The InSight lander arrived on Mars on November 26, 2018, touching down in the Elysium Planitia region — the second largest volcanic region on the Red Planet.
Geophysicists from ETH Zurich and University of Cologne, used seismic data to analyse the composition of the Elysium Planitia region.
The data suggested the presence of a shallow sedimentary layer sandwiched between lava flows beneath the planet’s surface.
The findings are published in the journal Nature Communications.
The team examined the shallow subsurface to around 200 metres in depth.

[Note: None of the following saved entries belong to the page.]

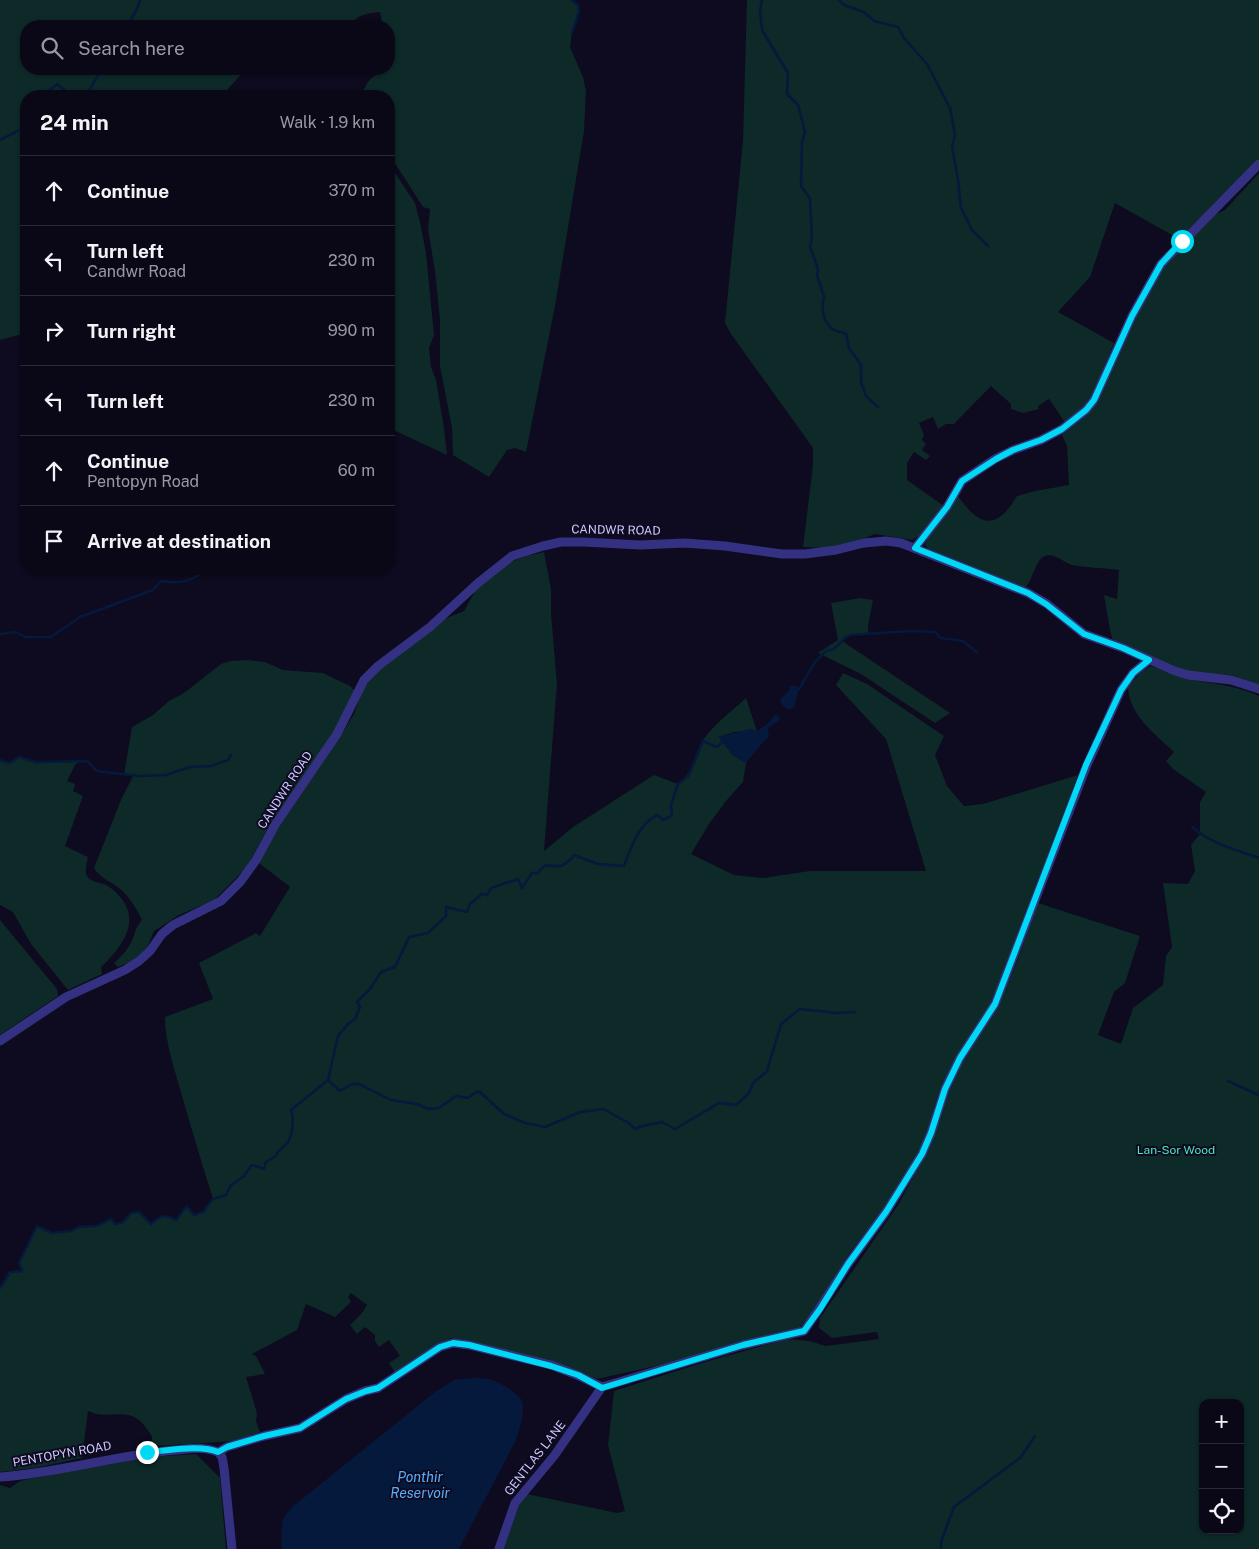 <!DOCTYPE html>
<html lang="en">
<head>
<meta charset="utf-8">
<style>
  body { margin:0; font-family:"Public Sans",sans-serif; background:#131120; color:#f1f3f6 }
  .controls { position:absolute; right:15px; bottom:15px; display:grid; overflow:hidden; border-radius:10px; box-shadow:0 1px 4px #0004 }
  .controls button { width:45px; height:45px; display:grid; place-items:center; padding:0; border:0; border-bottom:1px solid #2a2936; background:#0a0817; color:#f1f3f6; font:25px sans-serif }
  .stop { position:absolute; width:15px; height:15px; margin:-11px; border:4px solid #00d9f3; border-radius:50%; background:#fff }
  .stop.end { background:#00d9f3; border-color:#fff; box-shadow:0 1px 5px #0008 }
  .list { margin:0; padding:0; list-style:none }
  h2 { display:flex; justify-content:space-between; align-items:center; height:65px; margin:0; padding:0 20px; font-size:21px }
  h2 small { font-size:16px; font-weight:400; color:#999aa1 }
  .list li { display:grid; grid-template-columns:32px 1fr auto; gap:15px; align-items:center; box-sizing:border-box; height:70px; padding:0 20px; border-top:1px solid #2a2936 }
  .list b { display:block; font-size:19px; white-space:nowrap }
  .list p { margin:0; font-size:16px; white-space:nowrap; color:#999aa1 }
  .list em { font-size:16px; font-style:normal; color:#999aa1 }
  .icon { flex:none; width:28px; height:28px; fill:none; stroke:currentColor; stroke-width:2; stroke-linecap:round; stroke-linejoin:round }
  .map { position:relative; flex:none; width:1259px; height:1549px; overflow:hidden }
  .search { position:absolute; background:#0a0817; box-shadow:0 1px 4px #0004; left:20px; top:20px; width:375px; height:55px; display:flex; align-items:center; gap:12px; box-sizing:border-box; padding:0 18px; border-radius:20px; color:#999aa1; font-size:19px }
  .panel { position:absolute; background:#0a0817; box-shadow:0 1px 4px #0004; left:20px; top:90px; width:375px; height:485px; border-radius:20px }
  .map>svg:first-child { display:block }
  .green { fill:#0d2928; fill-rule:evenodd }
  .water { fill:#05193d }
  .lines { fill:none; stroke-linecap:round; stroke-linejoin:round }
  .stream { stroke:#05193d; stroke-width:2.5 }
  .minor { stroke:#343182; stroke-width:9 }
  .route { stroke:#00d9f3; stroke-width:6 }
  .labels { text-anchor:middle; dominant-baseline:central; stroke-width:4; stroke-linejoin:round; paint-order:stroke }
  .street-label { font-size:12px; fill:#cec8ff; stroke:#0e0a1f }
  .park-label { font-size:12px; fill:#4ae8c1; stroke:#0e0a1f }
  .water-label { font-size:14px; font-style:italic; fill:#56b0ff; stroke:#0e0a1f }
</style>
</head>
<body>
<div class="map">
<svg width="1259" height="1549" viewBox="0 0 1259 1549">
  <rect width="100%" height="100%" fill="#0e0a1f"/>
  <!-- green -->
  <g class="green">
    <path d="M0,0H572L578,5L579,12L572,33L570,47L583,77L586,91L584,131L555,306L526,452L515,448L507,450L489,477L453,455L452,428L440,366V320L435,271L428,229L430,209L423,207L389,154V96H362C367,79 373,75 389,69L390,64L389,26H383L380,12C369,13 359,14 352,23H332L323,26H26V69H246L226,91L227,96H26V333L0,340Z"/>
    <polygon points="747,0 1259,0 1259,159 1179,239 1115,203 1090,277 1058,312 1114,343 1098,383 1088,403 1066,424 1049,399 1038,406 1039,409 1023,413 1011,409 1011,404 991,386 954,424 946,424 938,429 933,417 919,423 924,435 922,440 926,444 922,450 930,456 926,460 914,452 907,463 907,480 944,506 924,533 912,540 875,534 855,542 828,548 803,547 813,465 813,448 731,334 725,323 743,140"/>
    <polygon points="389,164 415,203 420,222 426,253 434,335 429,348 431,367 436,380 444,428 447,455 389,428"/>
    <path d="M1259,173V685L1231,675L1197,673L1182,669L1113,641L1110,630L1104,595L1117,599L1119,570C1104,568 1087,568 1072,565C1064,563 1053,551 1043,557C1036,561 1032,580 1026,587H1021L930,551L925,545L927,538L958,496C980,527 996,531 1017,496L1035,491L1069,485L1067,446L1062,435L1082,419L1163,266L1214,215L1225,210Z"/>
    <path d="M544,552L551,589V614L557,684L544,851L573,827L654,775L678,784C696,768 692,758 703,740C714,724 732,711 746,698L757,731L734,732L719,737L733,755L746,763L743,782L726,801L709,824L691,854L734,875L763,878L810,871H926L886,739L836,685L843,673L867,684L944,736L935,755L947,786L964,806L983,804L1078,775L1044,869L992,1003L956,1058L937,1098L929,1129L918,1154L884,1209L849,1254L811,1314L798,1330L768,1335L732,1344L674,1362L597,1379L550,1362L451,1338L430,1350L396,1374L389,1363L400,1356L389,1340L379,1347L375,1341V1335L365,1327L357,1334L350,1325L362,1313L367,1305L351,1293L348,1297L351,1302L335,1317L306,1304L297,1330L252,1354L256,1356L265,1374L246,1377L257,1413L256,1421L260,1432L235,1441L156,1446L152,1445V1436C148,1431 144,1424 139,1420C123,1408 105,1420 88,1411L82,1458L34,1468L0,1472V1288L10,1272L22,1271L19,1263L37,1226L52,1233L71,1231L79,1227L96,1226L111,1219L115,1224L122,1223L131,1213L139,1212L151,1224C161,1215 165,1214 176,1220L187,1206L194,1215L203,1212L213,1199C202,1165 192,1130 182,1096C175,1070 165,1044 165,1017L213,999L199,963L256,933L260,936L290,887L259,863L264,850L279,827L340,737L354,714L362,691L372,677L386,663L444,619L464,611L477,588L508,563L527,556Z"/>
    <polygon points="860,598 873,600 868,626 868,635 851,635 842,641 950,713 935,723 861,674 818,653 838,640 831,603"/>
    <path d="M248,660L265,662L283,670L323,673L350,686L355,691L335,731L268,828L246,868L214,900L179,915L159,928L154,931L147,948L141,954L130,962L118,967L114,963C121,957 126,951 131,943C135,935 135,927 142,920C136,908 130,897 119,888C111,882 99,877 94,868L121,800L133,776L124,775L132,727L153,715L169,701L184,693L221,664L230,661Z"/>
    <path d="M1151,666C1165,670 1178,677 1193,680C1216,684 1237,686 1259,696V1549H503L519,1505L527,1494L617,1513L625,1511L608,1445L614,1391L705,1362L787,1339L809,1341L826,1346L879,1339L877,1332L832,1338L819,1328L820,1318L898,1205L925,1155L944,1102L961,1065L1000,1001L1017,961L1038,903L1140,936L1125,983L1114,992L1098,1035L1121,1044L1133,1008L1163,985L1166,956L1172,947L1163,883L1188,884L1195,871L1191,845L1200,834V802L1206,792L1173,769L1166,761L1174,752C1155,734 1129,715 1128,687L1141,672ZM1203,1403H1240V1530H1203Z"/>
    <path d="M19,757L35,762L80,761L75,765L67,781L75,784L73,791L83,796L65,846L88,857C87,863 84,871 87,876C91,883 102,882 108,886C145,912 128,942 101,967L102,974L68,990L31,944L13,912L0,905V760L10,763Z"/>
    <polygon points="0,920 57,989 58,996 0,1035"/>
    <polygon points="196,1454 220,1478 226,1549 0,1549 0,1485 10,1488 20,1481 28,1479 151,1457"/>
  </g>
  <!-- water -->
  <g class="water">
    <polygon points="790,686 796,686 799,689 794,707 789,710 783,706 780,702 781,698 790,690"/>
    <path d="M775,715L779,716L780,720L768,728L769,737C760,744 754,754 746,763L733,755L718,737L750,729L757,731L766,725Z"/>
    <path d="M473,1378C478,1378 484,1378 489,1379C497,1381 519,1393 522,1401C526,1413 518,1434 514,1444L459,1549H282L281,1536L283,1518L292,1507L435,1392L454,1380Z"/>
  </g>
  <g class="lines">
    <!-- stream -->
    <g class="stream">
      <polyline points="572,0 578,5 579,12 572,33"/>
      <path d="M762,0L760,11L762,30L788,73L787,94L798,105L805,132L802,143L801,186L810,198L812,239L810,247L818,269L817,275L824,297C821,307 823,321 831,328C834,331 842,332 846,334L849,348L861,365V382L866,396L878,407"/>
      <polyline points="839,0 844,5 864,12 874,21 898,27 904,38 927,64 950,108 955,135 952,146 958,180 961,208 972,230 988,246"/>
      <polyline points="130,26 131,19 137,9 140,0"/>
      <path d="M49,96V91L57,84L67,92L85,96C93,87 95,78 102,69"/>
      <polyline points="0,140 26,127"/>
      <path d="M0,634L16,632L25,637H51L80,617L153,590L161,581C184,585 191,580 209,569"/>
      <polyline points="799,689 815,662 826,651 834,649 845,638 851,635 910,631 935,632 941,638 963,641 978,653"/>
      <polyline points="0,760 10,763 19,757 35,762 87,761 97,771 139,776 166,775 190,767 211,766 228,760 231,755"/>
      <path d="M1192,827C1210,843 1236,850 1259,858"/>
      <path d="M328,1080L340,1091L352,1084H359L391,1100L417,1104L429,1109L439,1108L456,1096L468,1098L476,1092H480L504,1114L525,1123L545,1127L580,1112L603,1109L629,1123L635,1129C644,1124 653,1125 662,1122L675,1129L719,1103L736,1105L749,1093L753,1083L767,1071L781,1024L800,1009L837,1013L855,1012"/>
      <polyline points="1228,1081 1259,1095"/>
      <path d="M0,1288L10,1272L22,1271L19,1263L37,1226L52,1233L71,1231L79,1227L96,1226L111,1219L115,1224L122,1223L131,1213L139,1212L151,1224C161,1215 165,1214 176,1220L187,1206L194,1215L203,1212L213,1199L226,1195L231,1185L243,1177L252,1165L264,1169L266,1162L276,1156C278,1148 286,1147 289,1140C293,1132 294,1117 291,1110L328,1080L338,1036L349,1023L355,1019L360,1007L357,1002L370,989L381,972L395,967L409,937L428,933L446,916V907L467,912L470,904L482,894L487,895L491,888L518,879L522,888L532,873H538L545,865C560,867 564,868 574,855L598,864L624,866C632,846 637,826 657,815L663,820L672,815L671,805L678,784L689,775L703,741L716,747L722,743"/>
      <polyline points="941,1549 941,1542 954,1507 1021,1457 1035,1436"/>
    </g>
    <!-- minor -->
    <g class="minor">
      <polyline points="915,548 947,507 962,481 995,459 1013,450 1041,440 1062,429 1086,410 1094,400 1132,316 1161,264 1259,164"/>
      <polyline points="0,1041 66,997 125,970 139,961 150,951 162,934 173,925 221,901 241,881 256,860 275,825 337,734 364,680 378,666 430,627 478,583 512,556 543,546 561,542 584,542 640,545 684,543 725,546 782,554 805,554 836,550 864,543 886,541 901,543 1028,593 1047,604 1084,634 1123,648 1175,671 1188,675 1231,680 1259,689"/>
      <polyline points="218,1452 227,1447 264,1436 300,1428 346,1399 365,1391 378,1388 440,1347 453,1343 469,1345 551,1365 577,1375 602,1387 743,1345 804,1331 819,1309 848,1264 886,1212 922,1154 931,1133 945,1089 960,1058 995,1004 1087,765 1121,690 1133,673 1149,660"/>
      <polyline points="218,1452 222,1457 224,1468 232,1549"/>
      <path d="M0,1477C59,1473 117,1455 176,1450C190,1449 205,1446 218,1452"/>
      <polyline points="499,1549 515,1503 554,1456 602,1387"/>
    </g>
  </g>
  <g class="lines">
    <!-- route -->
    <path class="route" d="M147,1452C167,1451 200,1444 218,1452L227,1447L264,1436L300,1428L346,1399L366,1391L378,1388L440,1347L453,1343L469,1345L551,1366L578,1375L602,1388L743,1345L804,1331L820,1309L848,1264L886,1212L922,1154L931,1133L945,1089L960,1058L995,1004L1086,765L1121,690L1133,673L1149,660L1123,648L1084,634L1046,604L1028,593L915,548L947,507L962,481L996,459L1013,450L1041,440L1062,429L1086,410L1094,400L1132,316L1161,264L1182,241"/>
  </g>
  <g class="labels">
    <!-- street labels -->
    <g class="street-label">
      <text transform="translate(616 530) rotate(1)">CANDWR ROAD</text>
      <text transform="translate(285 790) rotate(-57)">CANDWR ROAD</text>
      <text transform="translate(62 1454) rotate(-10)">PENTOPYN ROAD</text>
      <text transform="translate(535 1458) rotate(-52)">GENTLAS LANE</text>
    </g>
    <!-- park labels -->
    <g class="park-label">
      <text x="1176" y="1150">Lan-Sor Wood</text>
    </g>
    <!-- water labels -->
    <g class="water-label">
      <text x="420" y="1477">Ponthir<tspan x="420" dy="16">Reservoir</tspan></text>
    </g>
  </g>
</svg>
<div class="controls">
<button>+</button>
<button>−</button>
<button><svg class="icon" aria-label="locate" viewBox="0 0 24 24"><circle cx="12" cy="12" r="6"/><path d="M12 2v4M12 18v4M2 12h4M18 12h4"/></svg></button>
</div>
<div class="stop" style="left:1182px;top:241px"></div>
<div class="stop end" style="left:147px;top:1452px"></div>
<div class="search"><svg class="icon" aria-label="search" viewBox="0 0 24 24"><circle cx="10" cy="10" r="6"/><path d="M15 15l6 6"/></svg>Search here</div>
<section class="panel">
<h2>24 min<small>Walk · 1.9 km</small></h2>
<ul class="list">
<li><svg class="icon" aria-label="ahead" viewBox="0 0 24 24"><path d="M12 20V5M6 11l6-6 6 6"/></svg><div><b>Continue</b></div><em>370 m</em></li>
<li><svg class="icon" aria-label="left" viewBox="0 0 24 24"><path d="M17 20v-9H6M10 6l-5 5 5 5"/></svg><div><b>Turn left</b><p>Candwr Road</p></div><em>230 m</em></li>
<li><svg class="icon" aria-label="right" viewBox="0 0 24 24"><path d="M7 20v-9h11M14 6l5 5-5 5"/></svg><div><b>Turn right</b></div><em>990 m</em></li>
<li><svg class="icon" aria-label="left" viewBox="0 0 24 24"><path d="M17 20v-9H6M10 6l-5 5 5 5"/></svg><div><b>Turn left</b></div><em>230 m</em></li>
<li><svg class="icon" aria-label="ahead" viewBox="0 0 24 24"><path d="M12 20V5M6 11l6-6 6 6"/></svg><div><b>Continue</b><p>Pentopyn Road</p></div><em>60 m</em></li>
<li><svg class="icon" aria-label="arrive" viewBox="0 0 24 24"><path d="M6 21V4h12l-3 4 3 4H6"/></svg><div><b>Arrive at destination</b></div></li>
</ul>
</section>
</div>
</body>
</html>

Right beneath the surface, they discovered a regolith layer of dominantly sandy material approximately three metres thick above a 15 metre layer of coarse blocky ejecta — rocky blocks that were ejected after a meteorite impact and fell back to the surface.
Below these top layers, they identified around 150 metres of basaltic rocks, that is, cooled and solidified lava flows, which was largely consistent with the expected subsurface structure.
However, between these lava flows, starting at a depth of about 30 metres, the team identified an additional layer 30 to 40 metres thick with low seismic velocity, suggesting it contains weak sedimentary materials relative to the stronger basalt layers.
Further, they found that the shallower lava flows are approximately 1.7 billion years old, forming during the Amazonian period — a geological era on Mars characterised by low rates of meteorite and asteroid impacts and by cold, hyper-arid conditions, which began approximately 3 billion years ago.
In contrast, the deeper basalt layer below the sediments formed much earlier, approximately 3.6 billion years ago during the Hesperian period, which was characterized by widespread volcanic activity.
The team proposed that the intermediate layer with low volcanic velocities could be composed of sedimentary deposits sandwiched between the Hesperian and Amazonian basalts, or within the Amazonian basalts themselves.
“While the results help to better understand the geological processes in Elysium Planitia, comparison with pre-landing models is also valuable for future landed missions, since it can help to refine predictions,” said earthquake specialist Dr Brigitte Knapmeyer-Endrun from the University of Cologne.
Mars has been the target of numerous planetary science missions, but the InSight mission is the first to specifically measure the subsurface using seismic methods.